I have also become more honest about what drawing gives me now. It is not an escape. It does not make my days smoother or my problems smaller. What it does is give me a place to put things that would otherwise circle endlessly in my head. That alone feels worth the effort.

There are days when the work feels flat. I sit down, draw for a while, and walk away without any sense of satisfaction. I used to think those days meant I was regressing. Now I see them as maintenance. Like showing up to keep something alive, even when it is not rewarding in the moment.

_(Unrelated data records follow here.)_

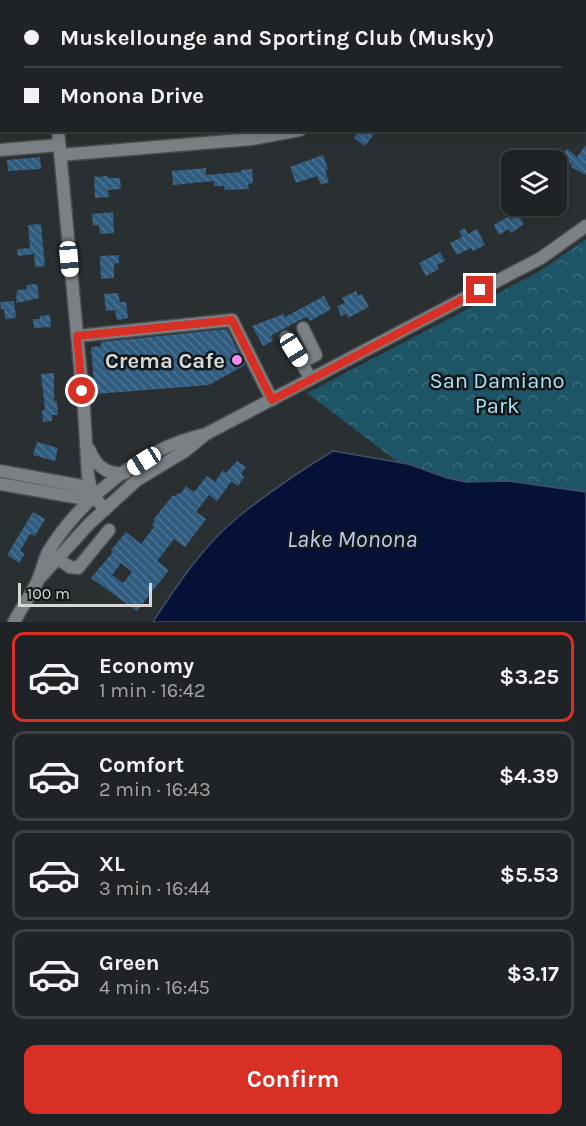 <!DOCTYPE html>
<meta charset="utf-8">
<style>
:root{--surface:#202325;--page:#2d2f32;--text:#f1f3f6;--muted:#a2a4a7;--line:#3d4042;--accent:#d93025}
body{margin:0;font-family:Karla,sans-serif;background:var(--page);color:var(--text);height:100vh;display:flex;flex-direction:column;font-size:22px;white-space:nowrap}
*{box-sizing:border-box;margin:0}
p{font-size:20px;color:var(--muted)}
.icon{flex:none;width:33px;height:33px;fill:none;stroke:currentColor;stroke-width:2;stroke-linecap:round;stroke-linejoin:round}
.map{position:relative;height:622px;overflow:hidden}
.panel{display:flex;flex-direction:column;background:var(--surface);flex:1}
.panel>*{flex:none}
.banner{position:absolute;left:0px;top:0px;width:586px;height:132px;box-shadow:0 3px 9px #0003,0 0 0 2px var(--line);display:grid;align-content:center;height:132px;padding:0 24px;background:var(--surface)}
.buttons{position:absolute;left:501px;top:150px;display:grid;gap:12px}
.buttons a{display:grid;place-items:center;width:66px;height:66px;border-radius:12px;background:var(--surface);box-shadow:0 3px 9px #0003,0 0 0 2px var(--line);font-size:30px}
.scale{position:absolute;left:18px;bottom:15px;width:134px;box-sizing:border-box;padding-left:6px;border:3px solid #d4d8d9;border-top:0;font-size:16px;line-height:21px;white-space:nowrap;color:#d4d8d9;-webkit-text-stroke:4px #141718;paint-order:stroke}
.end{position:absolute;width:27px;height:27px;margin:-14px;border:8px solid #d93025;background:#fff;box-shadow:0 0 0 3px #fff}
.from{border-radius:50%}
.car{position:absolute;width:18px;height:36px;margin:-18px -9px;border-radius:8px;box-shadow:0 0 4px 2px #0007;background:linear-gradient(#fff 24%,#345 0 40%,#fff 0 76%,#345 0 86%,#fff 0)}
.banner b{display:flex;align-items:center;gap:21px;height:57px;font-size:22px}
.banner b+b{border-top:2px solid var(--line)}
.banner i{width:15px;height:15px;background:var(--text)}
ul{padding:10px 0 0;list-style:none}
li{display:flex;align-items:center;gap:18px;height:90px;margin:0 12px 9px;padding:0 12px;border:3px solid var(--line);border-radius:12px}
li div{flex:1}
li b{display:block;font-size:22px}
li em{font-style:normal;font-weight:700}
li.active{border-color:var(--accent)}
li>.icon{width:54px;height:54px;stroke-width:1.5}
.cta{display:flex;gap:12px;margin-top:auto;padding:12px 24px}
.cta a{flex:1;height:69px;border-radius:12px;background:var(--accent);color:#fff;font-size:24px;font-weight:700;line-height:69px;text-align:center}
.map>svg:first-child{display:block}
.forest{fill:url(#forest-crowns)}
.water{fill:#051136;stroke:#434d67;stroke-width:1.5}
.building{fill:url(#building-back-hatch);fill-rule:evenodd}
.lines{fill:none;stroke-linecap:round;stroke-linejoin:round}
.minor-casing{stroke:#484d4f;stroke-width:15}
.minor{stroke:#7a8083;stroke-width:12}
.route{stroke:#d93025;stroke-width:8}
.poi-dot{fill:#f28af3;stroke:#141718;stroke-width:2}
.labels{text-anchor:middle;stroke-width:5;stroke-linejoin:round;paint-order:stroke}
.poi-label{font-size:22px;font-weight:bold;fill:#d4d8d9;stroke:#141718;text-anchor:end}
.park-label{font-size:22px;fill:#a9e0f5;stroke:#141718}
.water-label{font-size:24px;font-style:italic;fill:#b6caf4;stroke:#141718}
</style>
<div class="map">
<svg width="586" height="622" viewBox="0 0 586 622">
<defs>
<pattern id="forest-crowns" width="20" height="18" patternUnits="userSpaceOnUse" patternTransform="scale(1.5)"><rect width="20" height="18" fill="#1d5466"/><path d="M2 6a3 3 0 1 1 6 0M12 15a3 3 0 1 1 6 0" fill="none" stroke="#3d6c7b"/></pattern>
<pattern id="building-back-hatch" width="6" height="6" patternUnits="userSpaceOnUse" patternTransform="scale(1.5)"><rect width="6" height="6" fill="#305c7f"/><path d="M-1 5l2 2M0 0l6 6M5-1l2 2" fill="none" stroke="#4d7391"/></pattern>
</defs>
<rect width="100%" height="100%" fill="#2a2f31"/>
<path class="forest" d="M586,239v253l-78,-11 -42,1 -19,-4 -48,-15 -92,-70 233,-122z"/>
<path class="water" d="M333,451l75,13 39,14 19,4 42,-1 78,11v130h-433c24,-37 50,-76 85,-105 30,-24 62,-46 95,-66z"/>
<g class="building">
<path d="M359,130h18l-12,16 -11,-8z"/>
<path d="M586,145v30l-15,-8 1,-2 -11,-8 6,-8 10,8z"/>
<path d="M323,155l5,14 -3,1 4,12 -8,3 -4,-9 -21,7 -6,-16z"/>
<path d="M40,157l1,12 -33,2 -1,-11z"/>
<path d="M206,168v7l35,-3v-2l11,-1 1,14 -5,1 1,5 -24,1 -1,-4h-10v-5l-41,4 -1,-14z"/>
<path d="M108,176v2h12l1,11 -13,1 1,7 -14,1 -1,-21z"/>
<path d="M113,212l1,21 -14,1 -1,-9 -6,1 -1,-12z"/>
<path d="M518,215l6,9 -13,9 -2,-4 -10,6 -5,-10 15,-9 2,3z"/>
<path d="M41,224l4,42 -10,1 -1,-13 -16,2 -1,-7 13,-1 -2,-23z"/>
<path d="M465,228l3,6 9,-5 8,16 -12,6 -2,-3 -14,7 -7,-12 12,-6 -3,-6z"/>
<path d="M440,252l5,9 -8,4 2,4 -13,7 -7,-13z"/>
<path d="M119,255v8l-5,1v14l-13,1 -1,-23z"/>
<path d="M37,284l2,14 -23,5 1,-13 10,-1 -1,-4z"/>
<path d="M356,291l2,5 4,-2 7,13 -21,11 -2,-4 -5,2 -4,-10 8,-3 -3,-5z"/>
<path d="M118,293l2,9h6l2,16 -11,2 -2,-10 -9,1 -2,-17z"/>
<path d="M324,296l7,13 -21,12 -2,-4 -8,3 -28,15 -1,2 2,4 -10,5 -11,-20 29,-11 3,-1 1,3z"/>
<path d="M14,301l2,17 -11,1 -1,-10h-3l-1,-7z"/>
<path d="M50,315l1,12 -17,1 -1,-9h7v-3z"/>
<path d="M227,329l18,36 -36,20 -114,9 -4,-47 10,-1v-4z"/>
<path d="M54,373v28h3l1,14h-6v6l-9,1 -1,-12h3l-4,-36z"/>
<path d="M37,442l21,6 -3,13 -22,-6z"/>
<path d="M237,461l9,6 -5,7 3,3 -6,9 -7,-4 -14,19 -8,-6 -13,17 10,7 -21,28 -11,-8 -17,22 12,9 -32,41 -46,-33 22,-26 -2,-2 15,-18 15,12 13,-17 -2,-2 3,-4 -2,-1 20,-25 2,1 3,-3 2,1 6,-8 8,6 13,-16 8,6 8,-12 3,3zM121,563l11,9 -9,11 -11,-8z"/>
<path d="M33,512l12,7 -10,17 -5,-2 -10,17 5,3 -6,9 -12,-8z"/>
</g>
<g class="lines">
<g class="minor-casing">
<g id="minor">
<path d="M48,0v2"/>
<path d="M424,0l2,2"/>
<path d="M585,116h1"/>
<path d="M58,130l26,279 4,67 5,20 12,13"/>
<path d="M0,150l59,-5"/>
<path d="M60,155l192,-16 48,-9"/>
<path d="M77,336l155,-16 40,80"/>
<path d="M286,337l25,42"/>
<path d="M302,362l14,-7 -13,-27"/>
<path d="M89,449c7,17 17,26 36,24"/>
<path d="M0,471l82,15 11,9"/>
<path d="M0,484l80,14 13,-2"/>
<path d="M58,559l12,8 8,1 31,-38"/>
<path d="M38,580l51,-56 48,-44 48,-29 21,-17 335,-176 45,-32"/>
<path d="M14,622c7,-13 16,-26 23,-40 5,-10 6,-20 11,-30 32,-52 93,-103 154,-117"/>
</g>
</g>
<use href="#minor" class="minor"/>
</g>
<g class="lines">
<path class="route" d="M82,391l-5,-55 155,-16 40,80 208,-110"/>
</g>
<circle class="poi-dot" cx="237" cy="360" r="6"/>
<g class="labels">
<g class="poi-label">
<text x="225" y="368">Crema Cafe</text>
</g>
<g class="park-label">
<text x="497" y="388">San Damiano<tspan x="497" dy="25">Park</tspan></text>
</g>
<g class="water-label">
<text x="352" y="547">Lake Monona</text>
</g>
</g>
</svg>
<div class="buttons">
<a><svg class="icon" aria-label="layers" viewBox="0 0 24 24"><path d="M12 4l9 5-9 5-9-5zM3 14l9 5 9-5"/></svg></a>
</div>
<div class="scale">100 m</div>
<i class="end from" style="left:82px;top:391px"></i>
<i class="end" style="left:480px;top:290px"></i>
<i class="car" style="left:69px;top:259px;rotate:175deg"></i>
<i class="car" style="left:294px;top:350px;rotate:148deg"></i>
<i class="car" style="left:144px;top:461px;rotate:238deg"></i>
<div class="banner">
<b><i class="from"></i>Muskellounge and Sporting Club (Musky)</b>
<b><i></i>Monona Drive</b>
</div>
</div>
<section class="panel">
<ul>
<li class="active"><svg class="icon" aria-label="car" viewBox="0 0 24 24"><path d="M5 17H2v-5l4-1 3-4h7l3 4 3 1v5h-3M9 17h6M6 11h13"/><circle cx="7" cy="17" r="2"/><circle cx="17" cy="17" r="2"/></svg><div><b>Economy</b><p>1 min · 16:42</p></div><em>$3.25</em></li>
<li><svg class="icon" aria-label="car" viewBox="0 0 24 24"><path d="M5 17H2v-5l4-1 3-4h7l3 4 3 1v5h-3M9 17h6M6 11h13"/><circle cx="7" cy="17" r="2"/><circle cx="17" cy="17" r="2"/></svg><div><b>Comfort</b><p>2 min · 16:43</p></div><em>$4.39</em></li>
<li><svg class="icon" aria-label="car" viewBox="0 0 24 24"><path d="M5 17H2v-5l4-1 3-4h7l3 4 3 1v5h-3M9 17h6M6 11h13"/><circle cx="7" cy="17" r="2"/><circle cx="17" cy="17" r="2"/></svg><div><b>XL</b><p>3 min · 16:44</p></div><em>$5.53</em></li>
<li><svg class="icon" aria-label="car" viewBox="0 0 24 24"><path d="M5 17H2v-5l4-1 3-4h7l3 4 3 1v5h-3M9 17h6M6 11h13"/><circle cx="7" cy="17" r="2"/><circle cx="17" cy="17" r="2"/></svg><div><b>Green</b><p>4 min · 16:45</p></div><em>$3.17</em></li>
</ul>
<div class="cta"><a>Confirm</a></div>
</section>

I notice how much less pressure I put on myself to explain why I am still doing this. I do not feel the need to justify it as productive or useful. It does not have to lead anywhere. It just has to exist alongside the rest of my life without being pushed aside.

Sometimes I flip back to the earliest pages in the current sketchbook. The lines are tighter. The intent feels heavier. I can see myself trying too hard. The newer pages feel looser, even when they are messier. There is more space. More willingness to let things sit unresolved.

That change did not come from suddenly having better drawing ideas. It came from staying present long enough to notice what was already there. I stopped demanding clarity before starting and learned to let clarity arrive, or not, on its own schedule.

I am still a hobbyist. I still do this quietly, mostly for myself. That label used to feel small to me, like an apology. Now it feels accurate and comfortable. This is something I carry with me, not something I perform.

The sketchbook stays within reach. Sometimes it sits untouched for days. Other times it opens every night. I do not track it. I do not keep score. I just make room for it, the same way I make room for other things that matter to me even when they are inconsistent.

I think that is what finally changed. I stopped asking the work to prove its value and started letting it be part of my days as they are. That shift is quiet and easy to miss, but it is the reason I am still here, pencil in hand, turning pages without bracing myself for disappointment.

I do not know where this practice will lead, and I no longer feel the need to know. For now, it is enough that I keep opening the sketchbook. That small act, repeated without drama, has become the most honest thing I make.